The new club played its first game of football on 24 December 1934, losing 5–2 to TB Jahn Bamberg. The club's early years were spent in the local C- and B-Klasse, but, in 1931, it won promotion to the A-Klasse Bamberg for the first time. Also in 1931, the club changed its colours from black and white to red and white.

Memmelsdorf remained in the A-Klasse for three seasons before being relegated again. A period of decline followed, culminating in a withdrawal from competitive football because of a lack of players in 1938. The outbreak of the Second World War did not improve this situation and SVM remained dormant for a time.

After the end of the war in 1945, the club needed permission from the local occupation authorities, Bavaria was in the US-zone, but it was now able to field a team in local league football again. The club had to restart at the bottom of the league pyramid, the C-Klasse, but returned to the A-Klasse by 1953. SVM stayed for only one season in this league but returned in 1955 and became a more permanent member, lasting until 1968.

Once more, the club returned to the A-Klasse, now the sixth tier of league football in the region, in 1971. The 1975–76 season saw the club reach new heights, finishing second in the A-Klasse. In the promotion round, it faced VfL Frohnlach, which it beat 2–1 and earned promotion to the Bezirksliga Oberfranken-West for the first time.

The club performed well in this new league and came second in 1977–78 but lost its greatest talent, 20-year-old Joachim Pickel in a car accident. It played in the 1978–79 German Cup, where it lost 8–1 at home to 1. FC Bocholt. SVM remained a good side in the Bezirksliga but it took until 1987 to get another shot at promotion. Finishing second on equal points with SV Hallstadt, a decider had to be played in Bamberg and SVM won 6–3 in front of 1,200 spectators. The team then had to face ATS Kulmbach, which it beat 3–2, courtesy to a 90th-minute goal. In the decisive third game, it beat FC Eibelstadt 2–0 and earned promotion to the Landesliga Bayern-Nord (IV) for the first time. Because of the relegation of local powerhouse 1. FC Bamberg to the Bezirksliga that year, the team also became the highest-ranking club in the city of Bamberg.

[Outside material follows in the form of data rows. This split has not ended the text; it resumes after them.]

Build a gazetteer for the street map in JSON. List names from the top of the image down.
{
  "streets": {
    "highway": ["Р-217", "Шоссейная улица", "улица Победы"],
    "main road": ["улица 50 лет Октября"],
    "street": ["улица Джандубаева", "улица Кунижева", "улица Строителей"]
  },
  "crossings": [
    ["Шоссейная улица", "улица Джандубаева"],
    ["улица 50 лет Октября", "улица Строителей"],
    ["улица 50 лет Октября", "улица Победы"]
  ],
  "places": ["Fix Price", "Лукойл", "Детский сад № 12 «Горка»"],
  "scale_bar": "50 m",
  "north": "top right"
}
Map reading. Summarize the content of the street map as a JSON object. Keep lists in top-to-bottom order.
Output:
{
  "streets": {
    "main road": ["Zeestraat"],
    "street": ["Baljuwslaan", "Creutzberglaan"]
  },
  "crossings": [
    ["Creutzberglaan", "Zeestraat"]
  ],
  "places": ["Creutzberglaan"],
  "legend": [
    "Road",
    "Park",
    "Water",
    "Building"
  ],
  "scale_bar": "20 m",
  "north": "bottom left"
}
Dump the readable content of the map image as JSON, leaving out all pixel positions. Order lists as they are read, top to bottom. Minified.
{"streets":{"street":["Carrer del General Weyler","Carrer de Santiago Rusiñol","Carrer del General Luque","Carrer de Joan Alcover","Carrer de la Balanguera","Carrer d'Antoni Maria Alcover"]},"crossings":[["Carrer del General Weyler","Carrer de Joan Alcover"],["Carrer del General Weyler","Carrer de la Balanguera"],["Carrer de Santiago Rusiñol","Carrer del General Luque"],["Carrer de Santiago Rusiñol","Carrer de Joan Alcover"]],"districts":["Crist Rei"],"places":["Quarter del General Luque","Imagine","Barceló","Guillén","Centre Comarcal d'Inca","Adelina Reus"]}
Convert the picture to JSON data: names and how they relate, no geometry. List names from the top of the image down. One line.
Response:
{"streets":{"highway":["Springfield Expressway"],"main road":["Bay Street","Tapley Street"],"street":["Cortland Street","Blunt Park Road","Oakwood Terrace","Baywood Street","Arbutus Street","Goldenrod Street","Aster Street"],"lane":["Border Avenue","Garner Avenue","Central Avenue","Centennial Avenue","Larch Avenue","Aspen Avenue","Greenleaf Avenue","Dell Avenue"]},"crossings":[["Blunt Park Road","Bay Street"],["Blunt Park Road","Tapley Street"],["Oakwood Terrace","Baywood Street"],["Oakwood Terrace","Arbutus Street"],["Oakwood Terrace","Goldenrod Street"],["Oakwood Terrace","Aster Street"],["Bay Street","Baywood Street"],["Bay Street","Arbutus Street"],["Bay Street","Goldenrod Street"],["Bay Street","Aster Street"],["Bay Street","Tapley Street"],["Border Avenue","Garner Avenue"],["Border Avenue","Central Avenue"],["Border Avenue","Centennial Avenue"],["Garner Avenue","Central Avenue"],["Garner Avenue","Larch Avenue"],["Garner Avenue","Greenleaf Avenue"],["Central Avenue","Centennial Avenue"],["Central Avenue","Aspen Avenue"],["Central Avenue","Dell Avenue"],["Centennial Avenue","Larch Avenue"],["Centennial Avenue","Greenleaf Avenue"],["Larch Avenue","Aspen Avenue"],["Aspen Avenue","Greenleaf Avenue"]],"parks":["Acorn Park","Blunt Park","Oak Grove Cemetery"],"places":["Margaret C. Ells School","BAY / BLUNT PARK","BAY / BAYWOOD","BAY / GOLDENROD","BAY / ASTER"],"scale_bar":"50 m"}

The club managed to establish itself well in the new league surprised everyone when it finished second in the 1988–89 season. The team thereby earned the right to take part in the Oberliga promotion round, where it faced SpVgg Fürth and lost 5–3. The game, in front of 4,500 spectators was a highlight in the club's history. Fürth in turn had to wait another two years to return to the Bayernliga, losing to FC Memmingen in the promotion final.

The team remained a competitive side in the Landesliga in the following years, without quite achieving as highly again. In 1993, the club suffered relegation, now to the Bezirksoberliga Oberfranken (V). After a number of good seasons there, 1996–97 became a struggle, with the team only surviving after having to win two relegation deciders. It was followed by a league championship and promotion back to the Landesliga in 1998–99.

Memmelsdorfs second stint in the Landesliga was not as successful as its first and it never broke through into the top-ranks of the league in its six seasons there. In 2005, it was relegated once more to the Bezirksoberliga.

The club only spend two seasons there before returning to the Landesliga on the strength of another league championship. A stronger side now, it finished eighth in its first season. In 2008–09, it took out the league championship there and earned promotion to the Oberliga Bayern for the first time, where it lasted for only one season before being relegated again.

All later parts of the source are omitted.